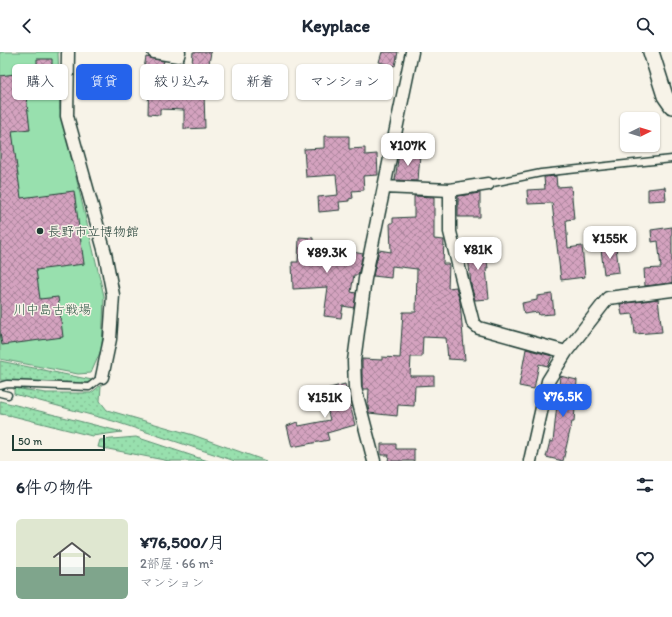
<!DOCTYPE html>
<html lang="ja">
<meta charset="utf-8">
<style>
:root{--surface:#fff;--page:#f6f6f7;--text:#1f2937;--muted:#747a83;--accent:#2563eb}
body{margin:0;font-family:Itim,"Klee One",sans-serif;background:var(--page);color:var(--text);height:100vh;display:flex;flex-direction:column;font-size:15px;white-space:nowrap}
*{box-sizing:border-box;margin:0}
p{font-size:13px;color:var(--muted)}
.icon{flex:none;width:22px;height:22px;fill:none;stroke:currentColor;stroke-width:2;stroke-linecap:round;stroke-linejoin:round}
.map{position:relative;height:409px;overflow:hidden}
.drawer{display:flex;flex-direction:column;background:var(--surface);flex:1}
.drawer>*{flex:none}
.guide{position:absolute;left:12px;top:12px;width:400px;height:36px;display:flex;gap:8px}
.needle{width:26px;rotate:85deg}
.controls{position:absolute;left:620px;top:60px;display:grid;gap:8px}
.controls a{display:grid;place-items:center;width:40px;height:40px;border-radius:6px;background:var(--surface);box-shadow:0 1px 3px #0004;font-size:20px}
.scale{position:absolute;left:12px;bottom:10px;width:93px;box-sizing:border-box;padding-left:4px;border:2px solid #1f3d34;border-top:0;font-size:11px;line-height:14px;white-space:nowrap;color:#1f3d34;-webkit-text-stroke:3px #f7f3e8;paint-order:stroke}
.price{position:absolute;translate:-50% -34px;padding:0 9px;border-radius:8px;background:#fff;color:#222;font-size:13px;line-height:26px;filter:drop-shadow(0 1px 2px #0008)}
.price::after{content:'';position:absolute;left:50%;top:24px;width:12px;height:9px;margin-left:-6px;background:inherit;clip-path:polygon(0 0,100% 0,50% 100%)}
.price.current{background:var(--accent);color:#fff}
ul{padding:0;list-style:none}
li{display:flex;align-items:center;gap:12px;height:100px;padding:0 16px}
li span{display:grid;place-items:center;flex:none;width:112px;height:80px;border-radius:6px;color:#555}
li>.icon{margin-inline-start:auto}
span .icon{width:48px;height:48px;fill:#fffc;stroke-width:1}
li b{font-size:17px}
h2{display:flex;justify-content:space-between;align-items:center;height:48px;padding:0 16px;font-size:17px}
.tag{padding:0 14px;border-radius:6px;background:var(--surface);box-shadow:0 1px 3px #0004;font-size:14px;line-height:36px}
.tag.current{background:var(--accent);color:#fff}
header{display:flex;justify-content:space-between;align-items:center;height:52px;padding:0 16px;background:var(--surface);font-size:18px;font-weight:700}
.map>svg:first-child{display:block}
.grass{fill:url(#grass-dots);stroke:#5c8e71}
.park{fill:#98e0ae;stroke:#5c8e71}
.building{fill:url(#building-cross-hatch);stroke:#1f3d34}
.lines{fill:none;stroke-linecap:round;stroke-linejoin:round}
.service-casing{stroke:#1f3d34;stroke-width:9}
.minor-casing{stroke:#1f3d34;stroke-width:15}
.tertiary-casing{stroke:#1f3d34;stroke-width:18}
.service{stroke:#f7f3e8;stroke-width:6}
.minor{stroke:#f7f3e8;stroke-width:12}
.tertiary{stroke:#f7f3e8;stroke-width:15}
.poi-dot{fill:#1f3d34;stroke:#f7f3e8;stroke-width:1.5}
.labels{text-anchor:middle;dominant-baseline:central;stroke-width:3;stroke-linejoin:round;paint-order:stroke}
.poi-label{font-size:13px;fill:#1f3d34;stroke:#f7f3e8;text-anchor:start}
.park-label{font-size:13px;fill:#375e4c;stroke:#f7f3e8}
</style>
<header><svg class="icon" aria-label="back" viewBox="0 0 24 24"><path d="M15 5l-7 7 7 7"/></svg>Keyplace<svg class="icon" aria-label="search" viewBox="0 0 24 24"><circle cx="10" cy="10" r="6"/><path d="M15 15l6 6"/></svg></header>
<div class="map">
<svg width="672" height="409" viewBox="0 0 672 409">
<defs>
<pattern id="grass-dots" width="8" height="8" patternUnits="userSpaceOnUse"><rect width="8" height="8" fill="#98e0ae"/><path d="M2 2h.1M6 6h.1" fill="none" stroke="#83c196" stroke-width="1.8" stroke-linecap="round"/></pattern>
<pattern id="building-cross-hatch" width="8" height="8" patternUnits="userSpaceOnUse"><rect width="8" height="8" fill="#d4a2bf"/><path d="M0 0l8 8M0 8l8-8" fill="none" stroke="#ab859c"/></pattern>
</defs>
<rect width="100%" height="100%" fill="#f7f3e8"/>
<filter id="ink" filterUnits="userSpaceOnUse"><feTurbulence type="fractalNoise" baseFrequency=".025" numOctaves="2"/><feDisplacementMap in="SourceGraphic" scale="8" xChannelSelector="R" yChannelSelector="G"/><feConvolveMatrix kernelMatrix="1 2 1 2 8 2 1 2 1" color-interpolation-filters="sRGB"/></filter>
<g filter="url(#ink)">
<path class="grass" d="M0 309 92 328 85 332 0 328Z
M101 333 100 349 107 358 193 383 266 409H235L113 369 14 342V336L46 341H91Z
M0 349 122 380 92 384 13 364 0 362Z
M136 385 208 409H169L98 395 100 388Z"/>
<path class="park" d="M0 0H58L60 57 104 244 102 296 91 321 78 322 0 307Z"/>
<path class="building" d="M193 0H211L204 41 205 76 184 77V58L160 57V63L148 62 149 23 143 22 146 5 164 9 163 12 189 20 191 12H192Z
M382 0H398L395 14 379 10Z
M37 7H52V29L24 28 30 77 12 79 21 146 74 139 84 212 36 218 40 247 58 245 63 285 2 293 0 280V24L37 19Z
M324 84H349V97L365 96V103L377 102 378 123 363 124 364 138 352 139 353 146 349 147V149L339 150 340 158 319 160 318 145 338 143 336 123 306 125 304 97 324 96Z
M399 101 420 102 418 129 395 128Z
M556 124 557 135 571 134 574 167 566 168 568 196 582 194 585 225 561 228 552 151 528 152 527 138 545 137 544 125Z
M665 135 666 148 648 149V137Z
M480 141V165H458V144Z
M414 144 434 145V187L444 188 443 212H449L448 236 456 235 460 249 465 308 448 307 446 286 423 285 422 305H411L410 324H434V333L415 334 414 354 398 353 397 364 369 361 368 354 369 337H363L362 335V307L382 308V305L400 306 403 260H416L417 217 392 214 391 226 373 224 379 198 391 200 390 171H393V166L414 165Z
M672 175V231L645 234 644 217 661 216 658 189 652 190 651 178Z
M299 185 313 186V191L318 192V198L338 197 363 202 358 223H354L351 240 356 241 354 256 343 254 341 266 324 264 328 235 293 237 292 210H298Z
M484 191 488 216H486L489 247 475 248 471 233 467 194Z
M616 195 619 220 604 222 601 197Z
M552 242 554 262 539 263 538 260 524 262 522 251 537 248V244Z
M658 247 662 280 635 282 633 262 622 263 620 252Z
M526 297 552 304 548 314 539 312 534 337 519 334Z
M560 324 577 328 574 370H572L563 409 546 405 550 389 553 390Z
M345 332 355 373 327 381 329 388 292 395 287 374 297 370 299 374 330 368 322 338Z
M381 392H396V397H414V409H388L389 403H381Z"/>
<g class="lines">
<g class="service-casing">
<path id="service" d="M488 132 541 121 672 107
M0 334 7 332 89 335 102 325
M0 341 8 343"/>
</g>
<g class="minor-casing">
<path id="minor" d="M68 0 67 64 105 201 113 243 110 287 102 325
M154 0 178 4 179 0
M384 135 450 138 488 132
M450 138V180L473 271 479 276 566 300
M374 409 355 336 354 309 365 227 412 0
M530 409 548 329 566 300 608 246 672 238"/>
</g>
<g class="tertiary-casing">
<path id="tertiary" d="M651 0 665 44 672 54"/>
</g>
<use href="#service" class="service"/>
<use href="#minor" class="minor"/>
<use href="#tertiary" class="tertiary"/>
</g>
</g>
<circle class="poi-dot" cx="40" cy="179" r="4"/>
<g class="labels">
<g class="poi-label">
<text x="48" y="179">長野市立博物館</text>
</g>
<g class="park-label">
<text x="52" y="257">川中島古戦場</text>
</g>
</g>
</svg>
<div class="controls">
<a><svg class="needle" viewBox="-14 -14 28 28"><path d="M0-13l5 13h-10z" fill="#e53935"/><path d="M0 13l5-13h-10z" fill="#747a83"/></svg></a>
</div>
<div class="scale">50 m</div>
<b class="price" style="left:408px;top:115px">¥107K</b>
<b class="price" style="left:610px;top:208px">¥155K</b>
<b class="price" style="left:478px;top:219px">¥81K</b>
<b class="price" style="left:327px;top:222px">¥89.3K</b>
<b class="price current" style="left:563px;top:366px">¥76.5K</b>
<b class="price" style="left:325px;top:367px">¥151K</b>
<div class="guide">
<a class="tag">購入</a>
<a class="tag current">賃貸</a>
<a class="tag">絞り込み</a>
<a class="tag">新着</a>
<a class="tag">マンション</a>
</div>
</div>
<section class="drawer">
<h2>6件の物件<svg class="icon" aria-label="filters" viewBox="0 0 24 24"><path d="M4 7h16M4 17h16"/><circle cx="9" cy="7" r="2"/><circle cx="15" cy="17" r="2"/></svg></h2>
<ul>
<li><span style="background:linear-gradient(#dfe7d0 60%,#7fa58c 0)"><svg class="icon" aria-label="home" viewBox="0 0 24 24"><path d="M3 11l9-7 9 7M6 9v11h12V9"/></svg></span><div><b>¥76,500/月</b><p>2部屋 · 66 m²</p><p>マンション</p></div><svg class="icon" aria-label="heart" viewBox="0 0 24 24"><path d="M12 20l-8-8c-3-5 5-10 8-4 3-6 11-1 8 4z"/></svg></li>
</ul>
</section>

+===+

* YOUR OBJECTIVE: Lines of the material in which the word "absolute" occurs are to be copied out.

* ANSWER TO THE PROBLEM:
.guide{position:absolute;left:12px;top:12px;width:400px;height:36px;display:flex;gap:8px}
.controls{position:absolute;left:620px;top:60px;display:grid;gap:8px}
.scale{position:absolute;left:12px;bottom:10px;width:93px;box-sizing:border-box;padding-left:4px;border:2px solid #1f3d34;border-top:0;font-size:11px;line-height:14px;white-space:nowrap;color:#1f3d34;-webkit-text-stroke:3px #f7f3e8;paint-order:stroke}
.price{position:absolute;translate:-50% -34px;padding:0 9px;border-radius:8px;background:#fff;color:#222;font-size:13px;line-height:26px;filter:drop-shadow(0 1px 2px #0008)}
.price::after{content:'';position:absolute;left:50%;top:24px;width:12px;height:9px;margin-left:-6px;background:inherit;clip-path:polygon(0 0,100% 0,50% 100%)}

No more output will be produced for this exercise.